Still, some observers have raised concerns that more hawkish members of President Donald Trump's administration are attempting to use an unproven connection between al-Qaeda and Iran to go to war.
Under the Authorization for Use of Military Force (AUMF), a law that was passed in the aftermath of the 9/11 attacks, such a connection may allow the White House to militarily confront Iran without Congressional approval.
Al-Qaeda and Iran?
But the purported link between Iran and al-Qaeda has been described as flimsy, unsubstantiated and even a "Big Lie," depending on whom you ask.
According to declassified al-Qaeda documents obtained by US military forces during the Abbottabad raid - the US operation in Pakistan that killed al-Qaeda leader Osama bin Laden - the militant group had established a presence in Iran, US news outlets reported.
Hamza bin Laden, one of Osama's sons and a rising leader in the group, sought shelter and got married in Iran, The Atlantic reported in 2017.
Another al-Qaeda operative, Mahfouz Ibn El Waleed, who is wanted for questioning by the FBI for alleged involvement in the 1998 attacks on US embassies in East Africa, boarded a bus from Pakistan to Iran shortly after the 9/11 attacks, according to the declassified documents.

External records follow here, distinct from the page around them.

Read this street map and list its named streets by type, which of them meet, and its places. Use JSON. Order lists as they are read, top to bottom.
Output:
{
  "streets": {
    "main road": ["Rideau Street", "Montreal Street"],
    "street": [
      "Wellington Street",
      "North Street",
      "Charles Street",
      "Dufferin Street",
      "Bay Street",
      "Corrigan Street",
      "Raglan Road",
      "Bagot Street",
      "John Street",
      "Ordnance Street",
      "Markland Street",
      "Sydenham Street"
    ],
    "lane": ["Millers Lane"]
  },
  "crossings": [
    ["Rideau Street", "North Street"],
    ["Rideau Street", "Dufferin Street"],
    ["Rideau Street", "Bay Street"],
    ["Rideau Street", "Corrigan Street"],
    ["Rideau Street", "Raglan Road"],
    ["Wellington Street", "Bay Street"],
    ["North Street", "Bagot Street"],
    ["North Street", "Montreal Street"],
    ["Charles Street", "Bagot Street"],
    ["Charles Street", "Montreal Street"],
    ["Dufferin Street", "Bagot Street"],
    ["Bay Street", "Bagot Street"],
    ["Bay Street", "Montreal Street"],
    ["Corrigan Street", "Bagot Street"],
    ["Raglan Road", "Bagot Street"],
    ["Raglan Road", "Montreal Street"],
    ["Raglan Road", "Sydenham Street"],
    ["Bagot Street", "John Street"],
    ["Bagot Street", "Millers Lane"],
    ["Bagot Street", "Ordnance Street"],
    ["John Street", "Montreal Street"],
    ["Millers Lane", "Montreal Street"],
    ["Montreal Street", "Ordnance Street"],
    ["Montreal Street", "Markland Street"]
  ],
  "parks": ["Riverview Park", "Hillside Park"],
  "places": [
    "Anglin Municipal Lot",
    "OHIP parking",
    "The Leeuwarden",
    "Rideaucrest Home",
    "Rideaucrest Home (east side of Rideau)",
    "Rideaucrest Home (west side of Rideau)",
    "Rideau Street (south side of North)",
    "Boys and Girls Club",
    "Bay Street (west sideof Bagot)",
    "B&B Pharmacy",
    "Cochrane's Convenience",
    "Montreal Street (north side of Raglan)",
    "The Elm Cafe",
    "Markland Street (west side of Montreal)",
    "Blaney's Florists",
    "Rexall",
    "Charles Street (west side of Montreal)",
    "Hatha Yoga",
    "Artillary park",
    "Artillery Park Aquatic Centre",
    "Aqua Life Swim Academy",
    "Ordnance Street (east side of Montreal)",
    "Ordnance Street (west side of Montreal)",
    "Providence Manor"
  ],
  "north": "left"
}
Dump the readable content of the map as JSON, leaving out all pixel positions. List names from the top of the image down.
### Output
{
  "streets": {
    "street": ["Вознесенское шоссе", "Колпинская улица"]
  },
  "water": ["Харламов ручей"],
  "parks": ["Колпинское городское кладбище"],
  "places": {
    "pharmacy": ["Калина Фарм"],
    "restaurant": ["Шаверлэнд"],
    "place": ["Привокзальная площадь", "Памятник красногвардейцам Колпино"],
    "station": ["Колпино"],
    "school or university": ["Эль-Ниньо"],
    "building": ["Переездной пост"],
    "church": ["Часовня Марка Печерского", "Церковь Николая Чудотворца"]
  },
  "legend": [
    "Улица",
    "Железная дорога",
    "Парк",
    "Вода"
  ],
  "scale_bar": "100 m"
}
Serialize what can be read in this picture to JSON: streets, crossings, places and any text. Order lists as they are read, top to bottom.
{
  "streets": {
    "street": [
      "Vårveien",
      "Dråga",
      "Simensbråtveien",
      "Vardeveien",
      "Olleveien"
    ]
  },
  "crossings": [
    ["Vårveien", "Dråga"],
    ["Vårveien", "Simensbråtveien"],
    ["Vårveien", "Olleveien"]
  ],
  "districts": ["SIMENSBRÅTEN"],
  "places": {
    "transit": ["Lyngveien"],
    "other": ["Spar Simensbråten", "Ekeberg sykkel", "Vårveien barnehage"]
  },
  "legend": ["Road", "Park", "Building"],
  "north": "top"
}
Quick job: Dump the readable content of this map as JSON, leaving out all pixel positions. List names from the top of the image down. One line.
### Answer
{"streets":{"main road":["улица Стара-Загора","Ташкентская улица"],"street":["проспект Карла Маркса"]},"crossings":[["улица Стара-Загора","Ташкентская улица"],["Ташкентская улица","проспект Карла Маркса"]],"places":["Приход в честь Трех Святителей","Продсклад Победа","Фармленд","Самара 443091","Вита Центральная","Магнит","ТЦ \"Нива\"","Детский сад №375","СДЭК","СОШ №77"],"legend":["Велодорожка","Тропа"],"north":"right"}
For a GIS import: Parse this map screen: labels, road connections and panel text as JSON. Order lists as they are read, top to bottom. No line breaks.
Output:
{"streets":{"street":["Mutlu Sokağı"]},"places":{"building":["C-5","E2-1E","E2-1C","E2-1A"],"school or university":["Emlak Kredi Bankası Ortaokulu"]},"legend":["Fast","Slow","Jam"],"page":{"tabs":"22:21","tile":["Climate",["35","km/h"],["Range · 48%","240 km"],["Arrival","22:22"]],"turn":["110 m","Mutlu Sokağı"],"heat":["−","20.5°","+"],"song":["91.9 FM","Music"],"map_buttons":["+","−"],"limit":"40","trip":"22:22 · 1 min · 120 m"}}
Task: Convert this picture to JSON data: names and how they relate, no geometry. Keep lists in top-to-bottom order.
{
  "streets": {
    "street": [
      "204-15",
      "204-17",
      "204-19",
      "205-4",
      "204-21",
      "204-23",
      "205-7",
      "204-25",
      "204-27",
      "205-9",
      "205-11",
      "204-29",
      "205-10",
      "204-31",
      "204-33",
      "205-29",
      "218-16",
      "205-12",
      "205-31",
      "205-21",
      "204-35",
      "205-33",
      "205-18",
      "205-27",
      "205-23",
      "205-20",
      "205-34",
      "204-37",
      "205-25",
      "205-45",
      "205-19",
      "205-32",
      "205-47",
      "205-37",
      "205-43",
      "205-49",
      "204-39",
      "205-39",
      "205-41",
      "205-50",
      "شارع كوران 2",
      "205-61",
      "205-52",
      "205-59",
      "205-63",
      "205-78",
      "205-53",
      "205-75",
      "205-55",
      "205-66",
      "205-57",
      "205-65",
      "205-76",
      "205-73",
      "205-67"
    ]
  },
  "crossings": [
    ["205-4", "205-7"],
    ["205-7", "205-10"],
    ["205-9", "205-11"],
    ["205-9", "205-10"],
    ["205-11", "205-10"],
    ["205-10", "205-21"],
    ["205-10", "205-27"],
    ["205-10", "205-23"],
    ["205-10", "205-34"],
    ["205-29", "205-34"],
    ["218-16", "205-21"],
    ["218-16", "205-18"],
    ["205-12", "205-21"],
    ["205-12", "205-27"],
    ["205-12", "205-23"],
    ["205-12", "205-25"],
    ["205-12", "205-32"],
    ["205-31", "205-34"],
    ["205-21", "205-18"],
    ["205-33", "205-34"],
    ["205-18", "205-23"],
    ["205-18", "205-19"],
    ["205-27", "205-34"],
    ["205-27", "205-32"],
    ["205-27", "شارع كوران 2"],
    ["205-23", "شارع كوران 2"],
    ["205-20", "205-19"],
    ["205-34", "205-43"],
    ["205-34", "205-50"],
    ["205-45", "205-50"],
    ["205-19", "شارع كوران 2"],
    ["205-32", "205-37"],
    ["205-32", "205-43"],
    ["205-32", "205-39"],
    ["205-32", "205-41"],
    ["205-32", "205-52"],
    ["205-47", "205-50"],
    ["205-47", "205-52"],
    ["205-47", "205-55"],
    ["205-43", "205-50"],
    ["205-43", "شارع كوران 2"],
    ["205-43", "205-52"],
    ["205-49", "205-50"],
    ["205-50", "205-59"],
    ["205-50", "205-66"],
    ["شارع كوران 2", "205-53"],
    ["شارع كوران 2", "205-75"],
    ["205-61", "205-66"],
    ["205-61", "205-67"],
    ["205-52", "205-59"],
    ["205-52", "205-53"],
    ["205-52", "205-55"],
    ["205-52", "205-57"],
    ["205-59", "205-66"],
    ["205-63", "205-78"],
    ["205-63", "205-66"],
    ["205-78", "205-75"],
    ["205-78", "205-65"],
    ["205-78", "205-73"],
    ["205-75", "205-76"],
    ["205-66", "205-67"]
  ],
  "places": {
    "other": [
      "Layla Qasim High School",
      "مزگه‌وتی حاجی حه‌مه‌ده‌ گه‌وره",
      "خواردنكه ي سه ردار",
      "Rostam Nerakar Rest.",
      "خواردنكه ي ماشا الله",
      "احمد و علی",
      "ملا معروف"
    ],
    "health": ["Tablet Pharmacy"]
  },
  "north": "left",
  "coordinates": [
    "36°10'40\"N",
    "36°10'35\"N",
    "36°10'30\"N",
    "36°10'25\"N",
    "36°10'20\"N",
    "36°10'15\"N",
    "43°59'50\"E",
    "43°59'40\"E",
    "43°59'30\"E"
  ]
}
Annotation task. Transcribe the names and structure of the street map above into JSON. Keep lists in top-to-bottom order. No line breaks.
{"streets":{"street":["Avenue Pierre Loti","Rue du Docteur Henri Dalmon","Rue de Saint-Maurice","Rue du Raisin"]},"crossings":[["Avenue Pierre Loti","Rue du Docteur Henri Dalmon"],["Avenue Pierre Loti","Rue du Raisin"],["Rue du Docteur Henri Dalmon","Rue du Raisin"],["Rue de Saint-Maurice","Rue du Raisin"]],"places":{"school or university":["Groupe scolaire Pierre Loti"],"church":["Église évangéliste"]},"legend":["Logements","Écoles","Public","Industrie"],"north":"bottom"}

Once Waleed arrived in Iran, according to The Atlantic's analysis of the documents, an element within Iran's Revolutionary Guards, known as the Quds Force, took him in. Waleed allegedly met with General Qassem Soleimani, who now heads the Revolutionary Guard.
Iran, however, felt that al-Qaeda's presence could be used as a bargaining chip with the US, and, in December 2001, Iranian officials told the US that they were willing to hand over the militants as a gesture of goodwill.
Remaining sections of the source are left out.